[Records from a collection]
# # # #

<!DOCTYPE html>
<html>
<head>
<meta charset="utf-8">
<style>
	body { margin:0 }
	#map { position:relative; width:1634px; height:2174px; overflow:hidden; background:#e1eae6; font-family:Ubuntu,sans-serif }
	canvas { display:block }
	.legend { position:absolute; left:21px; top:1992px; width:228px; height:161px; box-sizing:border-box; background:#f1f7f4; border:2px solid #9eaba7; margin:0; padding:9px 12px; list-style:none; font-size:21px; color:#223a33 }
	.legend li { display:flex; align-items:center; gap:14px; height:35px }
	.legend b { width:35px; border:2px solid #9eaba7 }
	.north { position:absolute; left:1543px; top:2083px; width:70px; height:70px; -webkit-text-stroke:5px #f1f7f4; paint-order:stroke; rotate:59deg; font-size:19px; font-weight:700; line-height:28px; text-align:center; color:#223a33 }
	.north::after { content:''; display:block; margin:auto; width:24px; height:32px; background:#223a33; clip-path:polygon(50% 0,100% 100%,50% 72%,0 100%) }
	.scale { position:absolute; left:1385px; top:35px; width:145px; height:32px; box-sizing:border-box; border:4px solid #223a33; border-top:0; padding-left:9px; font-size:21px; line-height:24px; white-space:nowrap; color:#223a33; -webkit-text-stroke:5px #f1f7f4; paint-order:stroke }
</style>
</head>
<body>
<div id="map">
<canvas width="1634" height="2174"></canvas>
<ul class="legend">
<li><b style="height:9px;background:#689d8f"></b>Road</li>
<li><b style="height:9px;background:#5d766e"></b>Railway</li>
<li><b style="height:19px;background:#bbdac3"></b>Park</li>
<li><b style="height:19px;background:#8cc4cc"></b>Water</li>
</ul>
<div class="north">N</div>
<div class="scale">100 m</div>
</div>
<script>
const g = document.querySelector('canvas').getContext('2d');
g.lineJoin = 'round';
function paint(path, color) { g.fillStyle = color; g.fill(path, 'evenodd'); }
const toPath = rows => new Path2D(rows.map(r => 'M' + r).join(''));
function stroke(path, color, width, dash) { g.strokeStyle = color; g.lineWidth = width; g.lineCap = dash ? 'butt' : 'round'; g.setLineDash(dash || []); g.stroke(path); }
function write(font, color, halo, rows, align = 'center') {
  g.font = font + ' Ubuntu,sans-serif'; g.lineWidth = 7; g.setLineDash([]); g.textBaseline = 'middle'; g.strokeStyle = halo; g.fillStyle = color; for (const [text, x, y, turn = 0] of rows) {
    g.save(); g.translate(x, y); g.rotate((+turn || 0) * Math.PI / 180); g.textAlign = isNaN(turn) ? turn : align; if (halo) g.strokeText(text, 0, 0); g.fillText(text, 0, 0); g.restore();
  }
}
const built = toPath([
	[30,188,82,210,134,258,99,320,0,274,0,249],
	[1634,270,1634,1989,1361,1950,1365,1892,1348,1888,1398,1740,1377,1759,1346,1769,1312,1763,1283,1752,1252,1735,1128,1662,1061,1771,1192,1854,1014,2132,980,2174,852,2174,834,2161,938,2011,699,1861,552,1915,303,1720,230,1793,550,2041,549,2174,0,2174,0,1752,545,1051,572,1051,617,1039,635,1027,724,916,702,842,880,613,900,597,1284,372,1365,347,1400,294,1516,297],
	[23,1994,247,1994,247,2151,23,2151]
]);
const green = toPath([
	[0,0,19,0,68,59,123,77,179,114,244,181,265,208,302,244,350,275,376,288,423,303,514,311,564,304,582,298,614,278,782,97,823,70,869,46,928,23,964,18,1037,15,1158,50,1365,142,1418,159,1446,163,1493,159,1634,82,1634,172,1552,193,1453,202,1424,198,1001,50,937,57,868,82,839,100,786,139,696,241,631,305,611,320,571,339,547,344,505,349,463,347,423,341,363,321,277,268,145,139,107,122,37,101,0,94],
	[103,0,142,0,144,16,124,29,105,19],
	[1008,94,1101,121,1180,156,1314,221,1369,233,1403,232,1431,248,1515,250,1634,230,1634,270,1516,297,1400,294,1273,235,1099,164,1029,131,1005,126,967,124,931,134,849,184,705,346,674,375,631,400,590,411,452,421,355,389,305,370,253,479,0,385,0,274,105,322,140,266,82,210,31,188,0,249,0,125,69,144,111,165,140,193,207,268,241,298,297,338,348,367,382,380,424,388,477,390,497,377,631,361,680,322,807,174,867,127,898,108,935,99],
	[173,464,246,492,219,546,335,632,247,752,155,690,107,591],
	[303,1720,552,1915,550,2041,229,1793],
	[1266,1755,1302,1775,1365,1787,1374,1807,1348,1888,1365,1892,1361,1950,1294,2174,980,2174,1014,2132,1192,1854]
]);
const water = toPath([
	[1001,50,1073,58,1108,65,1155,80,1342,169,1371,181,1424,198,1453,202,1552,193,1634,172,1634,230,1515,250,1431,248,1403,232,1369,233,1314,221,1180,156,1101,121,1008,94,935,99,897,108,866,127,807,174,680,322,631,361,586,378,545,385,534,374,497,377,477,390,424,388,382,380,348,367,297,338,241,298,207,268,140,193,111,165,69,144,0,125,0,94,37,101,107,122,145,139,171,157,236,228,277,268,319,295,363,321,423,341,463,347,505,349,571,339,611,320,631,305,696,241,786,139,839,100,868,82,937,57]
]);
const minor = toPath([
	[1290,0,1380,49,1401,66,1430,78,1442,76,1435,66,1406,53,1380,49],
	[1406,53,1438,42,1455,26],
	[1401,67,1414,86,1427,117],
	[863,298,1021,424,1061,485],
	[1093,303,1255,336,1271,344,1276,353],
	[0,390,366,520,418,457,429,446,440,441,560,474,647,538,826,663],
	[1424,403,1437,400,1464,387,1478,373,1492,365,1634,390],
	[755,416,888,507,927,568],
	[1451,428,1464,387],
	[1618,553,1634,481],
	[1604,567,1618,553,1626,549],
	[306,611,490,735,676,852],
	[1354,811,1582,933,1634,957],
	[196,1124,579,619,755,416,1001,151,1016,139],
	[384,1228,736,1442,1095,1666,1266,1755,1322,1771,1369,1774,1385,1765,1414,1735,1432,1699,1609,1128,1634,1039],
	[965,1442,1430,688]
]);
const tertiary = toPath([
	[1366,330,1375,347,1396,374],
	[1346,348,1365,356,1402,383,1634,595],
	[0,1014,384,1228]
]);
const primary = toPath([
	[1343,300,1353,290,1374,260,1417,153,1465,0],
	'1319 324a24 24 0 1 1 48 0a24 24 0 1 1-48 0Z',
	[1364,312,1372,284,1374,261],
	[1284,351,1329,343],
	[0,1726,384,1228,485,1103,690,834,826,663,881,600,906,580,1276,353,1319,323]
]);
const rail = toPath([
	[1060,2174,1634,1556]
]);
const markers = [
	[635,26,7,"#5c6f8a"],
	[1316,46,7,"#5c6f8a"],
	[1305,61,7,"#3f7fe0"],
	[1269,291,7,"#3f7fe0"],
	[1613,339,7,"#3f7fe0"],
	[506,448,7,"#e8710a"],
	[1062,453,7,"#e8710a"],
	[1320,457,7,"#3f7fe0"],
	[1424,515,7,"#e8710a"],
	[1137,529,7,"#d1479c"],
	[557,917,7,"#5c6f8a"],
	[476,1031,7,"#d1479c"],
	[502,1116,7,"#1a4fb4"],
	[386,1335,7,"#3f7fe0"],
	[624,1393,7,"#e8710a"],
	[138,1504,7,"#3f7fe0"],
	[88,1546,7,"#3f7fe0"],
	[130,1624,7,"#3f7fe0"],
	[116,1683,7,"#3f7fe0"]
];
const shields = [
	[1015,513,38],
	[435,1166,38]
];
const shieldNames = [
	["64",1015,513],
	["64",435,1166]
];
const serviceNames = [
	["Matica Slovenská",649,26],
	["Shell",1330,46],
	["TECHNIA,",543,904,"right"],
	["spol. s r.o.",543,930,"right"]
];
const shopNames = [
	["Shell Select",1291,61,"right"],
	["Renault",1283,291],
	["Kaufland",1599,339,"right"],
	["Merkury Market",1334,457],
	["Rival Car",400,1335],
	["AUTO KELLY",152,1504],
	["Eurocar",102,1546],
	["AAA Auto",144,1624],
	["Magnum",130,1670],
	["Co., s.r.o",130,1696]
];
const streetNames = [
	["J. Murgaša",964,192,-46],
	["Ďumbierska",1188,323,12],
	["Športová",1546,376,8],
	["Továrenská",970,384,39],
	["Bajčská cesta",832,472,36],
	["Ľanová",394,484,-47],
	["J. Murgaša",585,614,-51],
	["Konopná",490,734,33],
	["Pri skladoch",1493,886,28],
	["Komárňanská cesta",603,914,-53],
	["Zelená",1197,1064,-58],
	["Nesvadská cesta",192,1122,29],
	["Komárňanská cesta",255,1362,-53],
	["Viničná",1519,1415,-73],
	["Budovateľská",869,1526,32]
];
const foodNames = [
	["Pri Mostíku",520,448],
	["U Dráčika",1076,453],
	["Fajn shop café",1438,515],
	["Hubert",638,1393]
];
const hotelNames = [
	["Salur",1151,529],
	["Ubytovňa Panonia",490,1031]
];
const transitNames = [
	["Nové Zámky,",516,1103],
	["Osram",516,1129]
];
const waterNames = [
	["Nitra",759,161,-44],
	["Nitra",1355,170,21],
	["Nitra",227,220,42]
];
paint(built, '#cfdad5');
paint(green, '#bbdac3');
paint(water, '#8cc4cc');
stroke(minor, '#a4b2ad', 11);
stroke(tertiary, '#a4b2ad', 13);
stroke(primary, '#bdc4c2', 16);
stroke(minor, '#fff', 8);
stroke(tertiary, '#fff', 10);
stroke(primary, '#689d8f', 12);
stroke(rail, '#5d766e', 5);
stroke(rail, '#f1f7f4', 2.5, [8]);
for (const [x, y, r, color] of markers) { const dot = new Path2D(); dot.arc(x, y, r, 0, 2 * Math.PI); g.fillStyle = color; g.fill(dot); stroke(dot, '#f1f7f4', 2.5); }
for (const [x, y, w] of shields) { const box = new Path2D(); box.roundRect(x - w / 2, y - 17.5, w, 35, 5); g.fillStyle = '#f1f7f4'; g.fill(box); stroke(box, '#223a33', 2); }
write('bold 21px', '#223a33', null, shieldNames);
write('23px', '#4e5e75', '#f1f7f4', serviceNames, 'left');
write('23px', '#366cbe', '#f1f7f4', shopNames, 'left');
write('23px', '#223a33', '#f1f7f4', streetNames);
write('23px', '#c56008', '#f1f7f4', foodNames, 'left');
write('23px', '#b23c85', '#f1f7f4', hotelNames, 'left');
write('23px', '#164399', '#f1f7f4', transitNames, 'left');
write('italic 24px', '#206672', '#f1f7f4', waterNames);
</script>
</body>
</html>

# # # #

**WHAT THE TASK ASKS**
Show, from the entries above, every line that includes the string "canvas".

**RESPONSE TO THIS TASK**
	canvas { display:block }
<canvas width="1634" height="2174"></canvas>
const g = document.querySelector('canvas').getContext('2d');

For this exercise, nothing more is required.